If a record below holds a picture, drop the picture and restate everything else word for word.

◆ **MATERIALS PROVIDED**:
========================

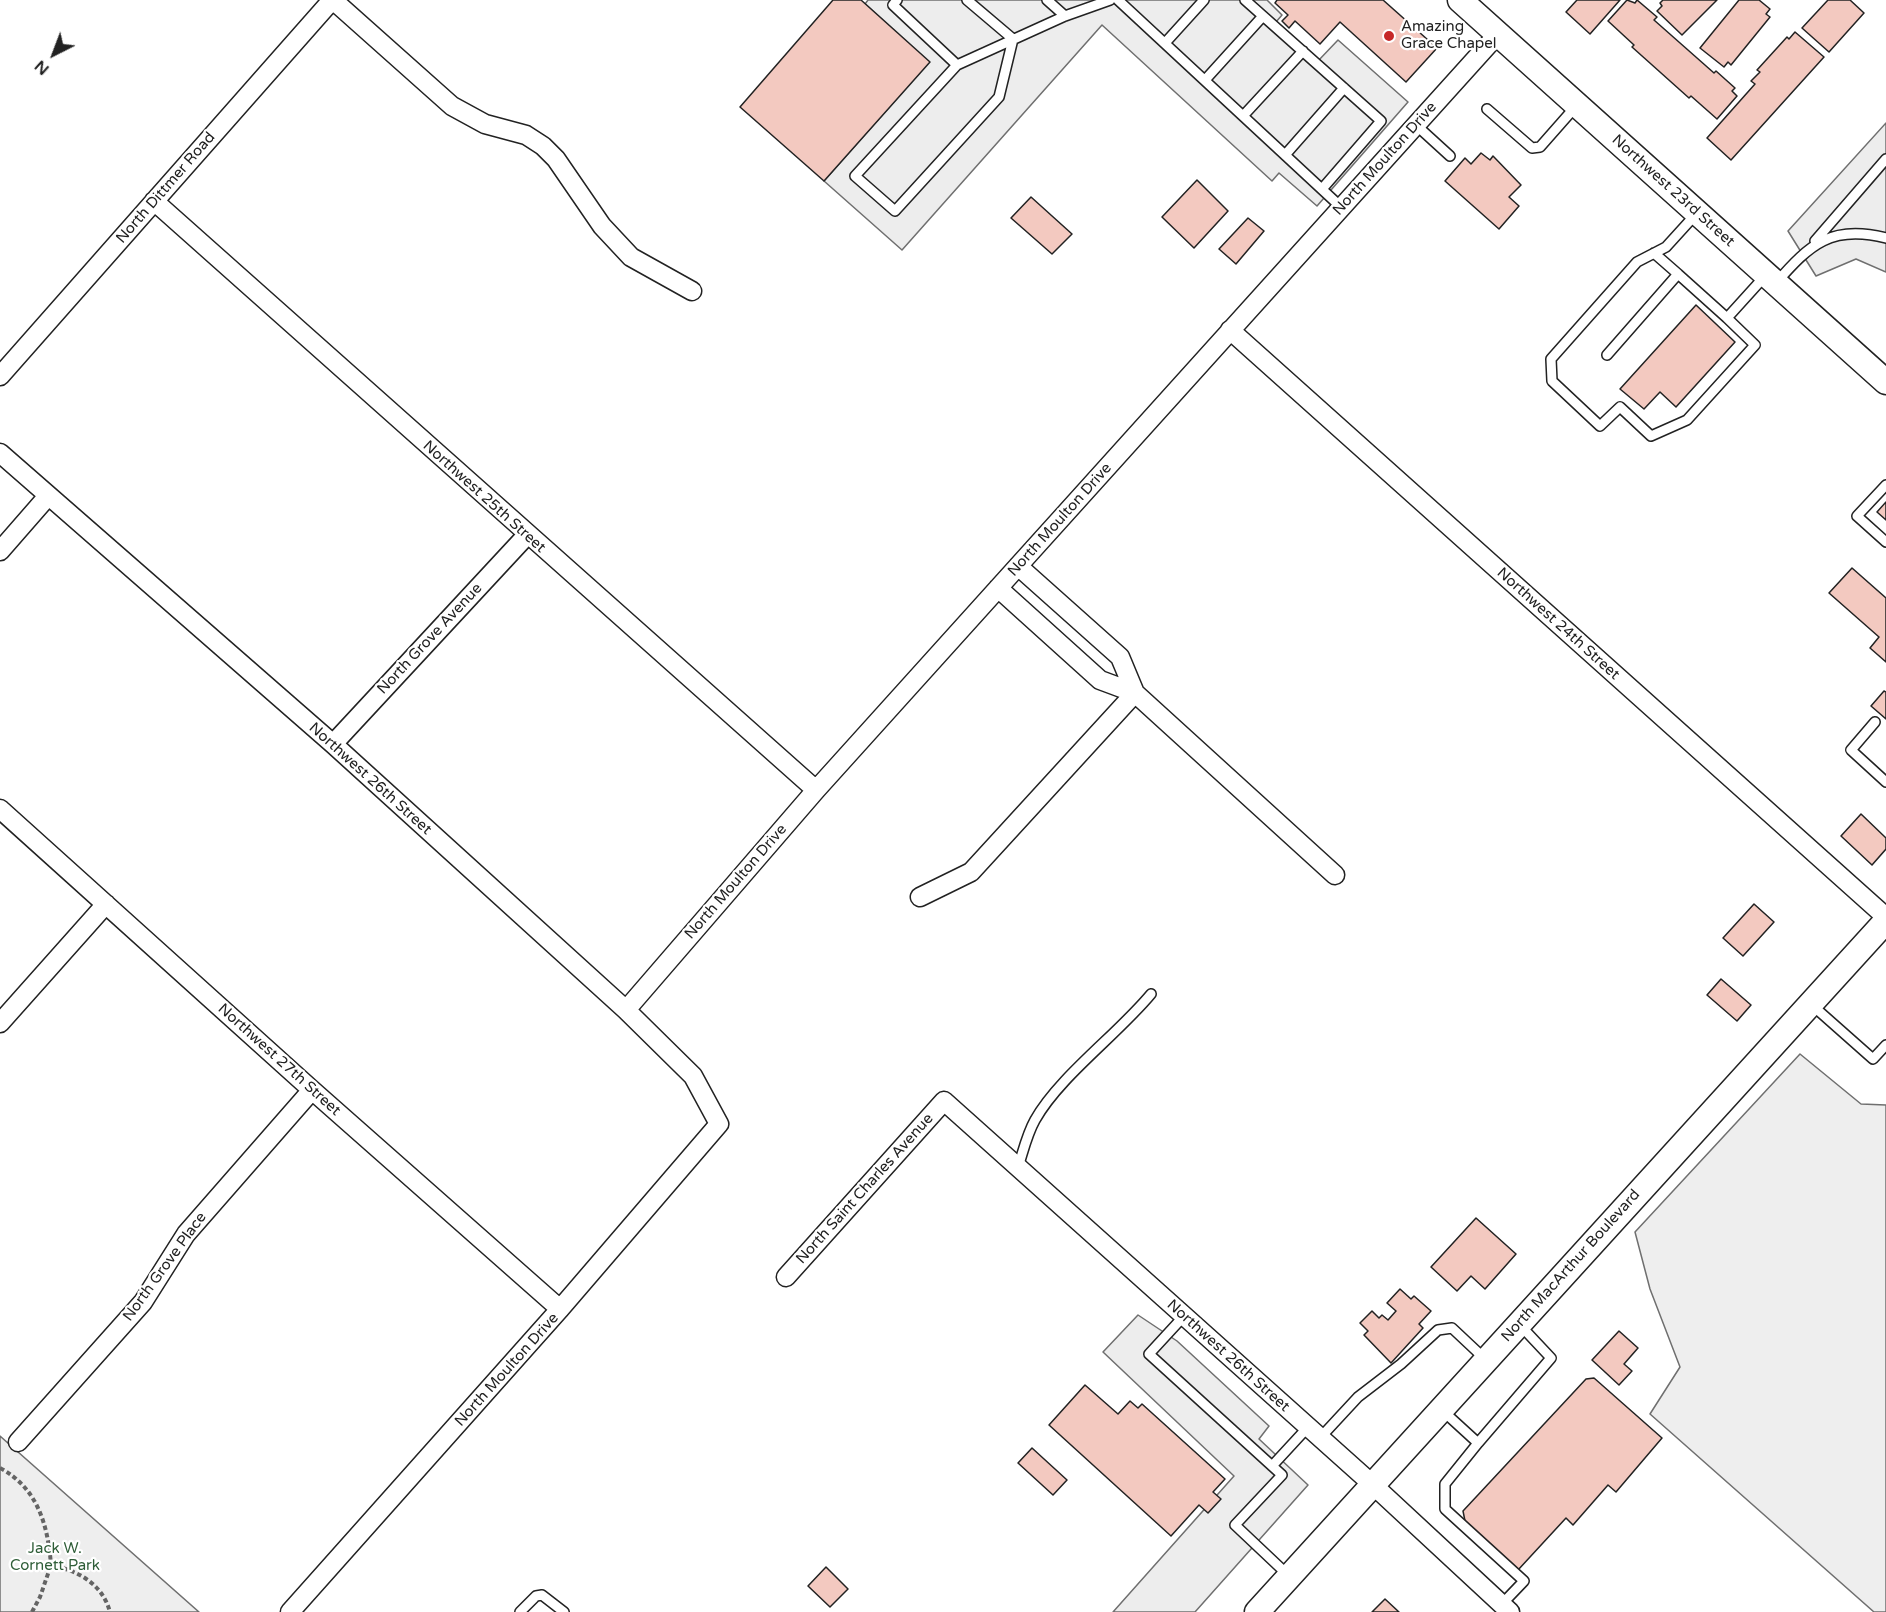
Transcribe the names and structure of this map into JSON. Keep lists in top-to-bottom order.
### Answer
{
  "streets": {
    "main road": ["Northwest 23rd Street", "North MacArthur Boulevard"],
    "street": [
      "North Moulton Drive",
      "North Dittmer Road",
      "Northwest 25th Street",
      "Northwest 24th Street",
      "North Grove Avenue",
      "Northwest 26th Street",
      "Northwest 27th Street",
      "North Saint Charles Avenue",
      "North Grove Place"
    ]
  },
  "crossings": [
    ["North Moulton Drive", "Northwest 23rd Street"],
    ["North Moulton Drive", "Northwest 25th Street"],
    ["North Moulton Drive", "Northwest 24th Street"],
    ["North Moulton Drive", "Northwest 26th Street"],
    ["North Moulton Drive", "Northwest 27th Street"],
    ["North Dittmer Road", "Northwest 25th Street"],
    ["Northwest 25th Street", "North Grove Avenue"],
    ["Northwest 24th Street", "North MacArthur Boulevard"],
    ["North Grove Avenue", "Northwest 26th Street"],
    ["Northwest 26th Street", "North Saint Charles Avenue"],
    ["Northwest 26th Street", "North MacArthur Boulevard"],
    ["Northwest 27th Street", "North Grove Place"]
  ],
  "parks": ["Jack W. Cornett Park"],
  "places": ["Amazing Grace Chapel"],
  "north": "bottom left"
}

========================

◆ **SOLUTION FOR THIS EXERCISE**:
Transcribe the names and structure of this map into JSON. Keep lists in top-to-bottom order.
### Answer
{
  "streets": {
    "main road": ["Northwest 23rd Street", "North MacArthur Boulevard"],
    "street": [
      "North Moulton Drive",
      "North Dittmer Road",
      "Northwest 25th Street",
      "Northwest 24th Street",
      "North Grove Avenue",
      "Northwest 26th Street",
      "Northwest 27th Street",
      "North Saint Charles Avenue",
      "North Grove Place"
    ]
  },
  "crossings": [
    ["North Moulton Drive", "Northwest 23rd Street"],
    ["North Moulton Drive", "Northwest 25th Street"],
    ["North Moulton Drive", "Northwest 24th Street"],
    ["North Moulton Drive", "Northwest 26th Street"],
    ["North Moulton Drive", "Northwest 27th Street"],
    ["North Dittmer Road", "Northwest 25th Street"],
    ["Northwest 25th Street", "North Grove Avenue"],
    ["Northwest 24th Street", "North MacArthur Boulevard"],
    ["North Grove Avenue", "Northwest 26th Street"],
    ["Northwest 26th Street", "North Saint Charles Avenue"],
    ["Northwest 26th Street", "North MacArthur Boulevard"],
    ["Northwest 27th Street", "North Grove Place"]
  ],
  "parks": ["Jack W. Cornett Park"],
  "places": ["Amazing Grace Chapel"],
  "north": "bottom left"
}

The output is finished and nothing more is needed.